To each his own. For me, responsiveness is of critical importance. In my experience, all of the Java IDEs I've used just feel a tad sluggish, and this is enough of a reason all by itself for me to not want to use them. I debug in Emacs at work rather than Sun Studio largely for this reason. Sean
Oct 16 2007
prev sibling parent Chad J <gamerChad _spamIsBad_gmail.com> writes:
Mike Parker wrote:
 
 Wow! Startup time is an odd criterion to use to write off an editor as 
 not delivering. The features of Eclipse far outweigh the 23 seconds of 
 start up time. When I'm working with Java, Eclipse is my hero. There are 
 very few IDEs out there that deliver as much.

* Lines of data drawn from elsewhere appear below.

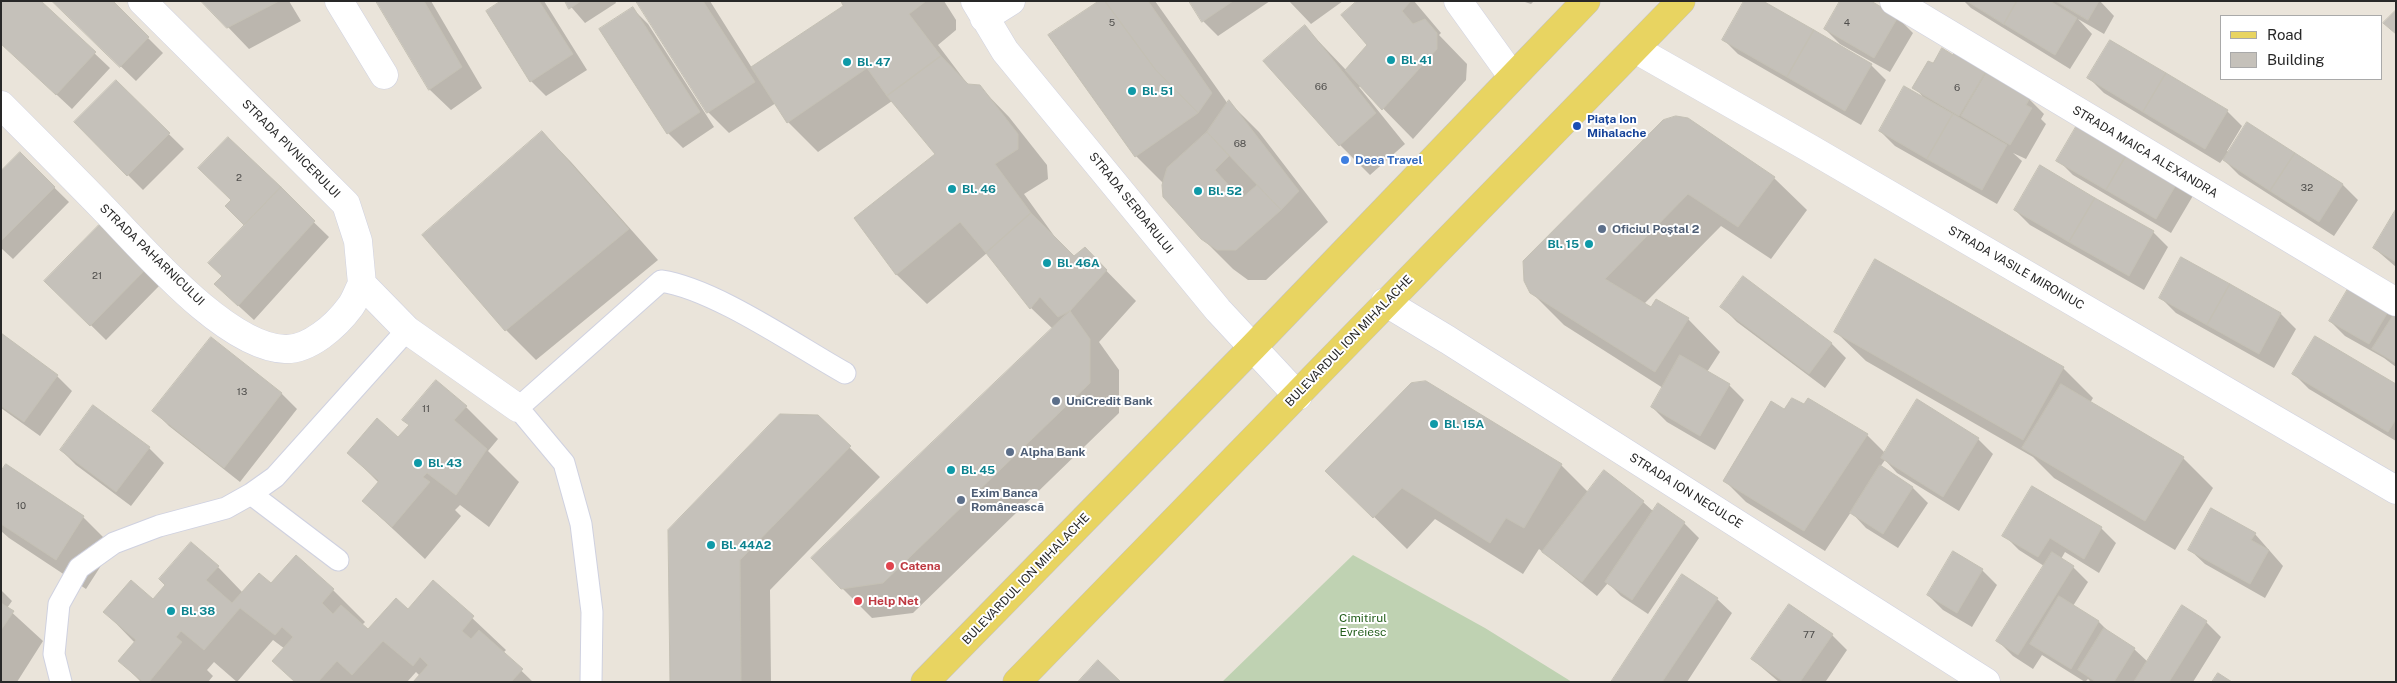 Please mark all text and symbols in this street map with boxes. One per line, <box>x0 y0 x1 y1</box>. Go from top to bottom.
legend <box>2220 15 2382 80</box>
house number: 5 <box>1109 17 1115 29</box>
house number: 4 <box>1844 17 1850 29</box>
text: Road <box>2267 26 2303 43</box>
text: Building <box>2267 51 2325 68</box>
place label: Bl. 41 <box>1401 53 1432 67</box>
marker: Bl. 41 <box>1385 54 1397 66</box>
place label: Bl. 47 <box>857 55 891 69</box>
marker: Bl. 47 <box>841 56 853 68</box>
house number: 66 <box>1315 81 1327 93</box>
house number: 6 <box>1954 82 1960 94</box>
place label: Bl. 51 <box>1142 84 1173 98</box>
marker: Bl. 51 <box>1126 85 1138 97</box>
street label: STRADA PIVNICERULUI <box>239 97 343 201</box>
street label: STRADA MAICA ALEXANDRA <box>2070 103 2220 201</box>
place label: Piața Ion Mihalache <box>1587 112 1646 140</box>
marker: Piața Ion Mihalache <box>1571 120 1583 132</box>
house number: 68 <box>1234 138 1246 150</box>
street label: STRADA SERDARULUI <box>1086 150 1176 256</box>
place label: Deea Travel <box>1355 153 1422 167</box>
marker: Deea Travel <box>1339 154 1351 166</box>
house number: 2 <box>236 172 242 184</box>
place label: Bl. 46 <box>962 182 996 196</box>
house number: 32 <box>2301 182 2313 194</box>
marker: Bl. 46 <box>946 183 958 195</box>
place label: Bl. 52 <box>1208 184 1242 198</box>
marker: Bl. 52 <box>1192 185 1204 197</box>
street label: STRADA PAHARNICULUI <box>97 201 207 309</box>
place label: Oficiul Poștal 2 <box>1612 222 1699 236</box>
marker: Oficiul Poștal 2 <box>1596 223 1608 235</box>
street label: STRADA VASILE MIRONIUC <box>1945 223 2087 313</box>
place label: Bl. 15 <box>1548 237 1579 251</box>
marker: Bl. 15 <box>1583 238 1595 250</box>
place label: Bl. 46A <box>1057 256 1100 270</box>
marker: Bl. 46A <box>1041 257 1053 269</box>
house number: 21 <box>92 270 102 282</box>
street label: BULEVARDUL ION MIHALACHE <box>1282 272 1416 410</box>
house number: 13 <box>237 386 247 398</box>
place label: UniCredit Bank <box>1066 394 1153 408</box>
marker: UniCredit Bank <box>1050 395 1062 407</box>
house number: 11 <box>422 403 430 415</box>
place label: Bl. 15A <box>1444 417 1484 431</box>
marker: Bl. 15A <box>1428 418 1440 430</box>
place label: Alpha Bank <box>1020 445 1086 459</box>
marker: Alpha Bank <box>1004 446 1016 458</box>
street label: STRADA ION NECULCE <box>1627 450 1745 532</box>
place label: Bl. 43 <box>428 456 462 470</box>
marker: Bl. 43 <box>412 457 424 469</box>
place label: Bl. 45 <box>961 463 995 477</box>
marker: Bl. 45 <box>945 464 957 476</box>
place label: Exim Banca Românească <box>971 486 1044 514</box>
marker: Exim Banca Românească <box>955 494 967 506</box>
house number: 10 <box>16 500 26 512</box>
street label: BULEVARDUL ION MIHALACHE <box>959 510 1093 648</box>
place label: Bl. 44A2 <box>721 538 771 552</box>
marker: Bl. 44A2 <box>705 539 717 551</box>
place label: Catena <box>900 559 941 573</box>
marker: Catena <box>884 560 896 572</box>
place label: Help Net <box>868 594 919 608</box>
marker: Help Net <box>852 595 864 607</box>
place label: Bl. 38 <box>181 604 215 618</box>
marker: Bl. 38 <box>165 605 177 617</box>
park label: Cimitirul Evreiesc <box>1339 611 1387 639</box>
house number: 77 <box>1803 629 1815 641</box>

We probably just have quite different work flows. I frequently drift between coding, communication, schoolwork, and various other dimensions of my life on my computer. Being able to jump in and out of a few sources files at a moments notice is useful. I may be talking to someone who says "hey check out this source file", so I give it a glance and then close it. I don't like leaving programs open because it causes screen clutter; something I suffer enough from as it is. But if you're someone who works the 9 to 5 and opens up the editor in the morning and closes it in the evening, then yeah startup time is insignificant.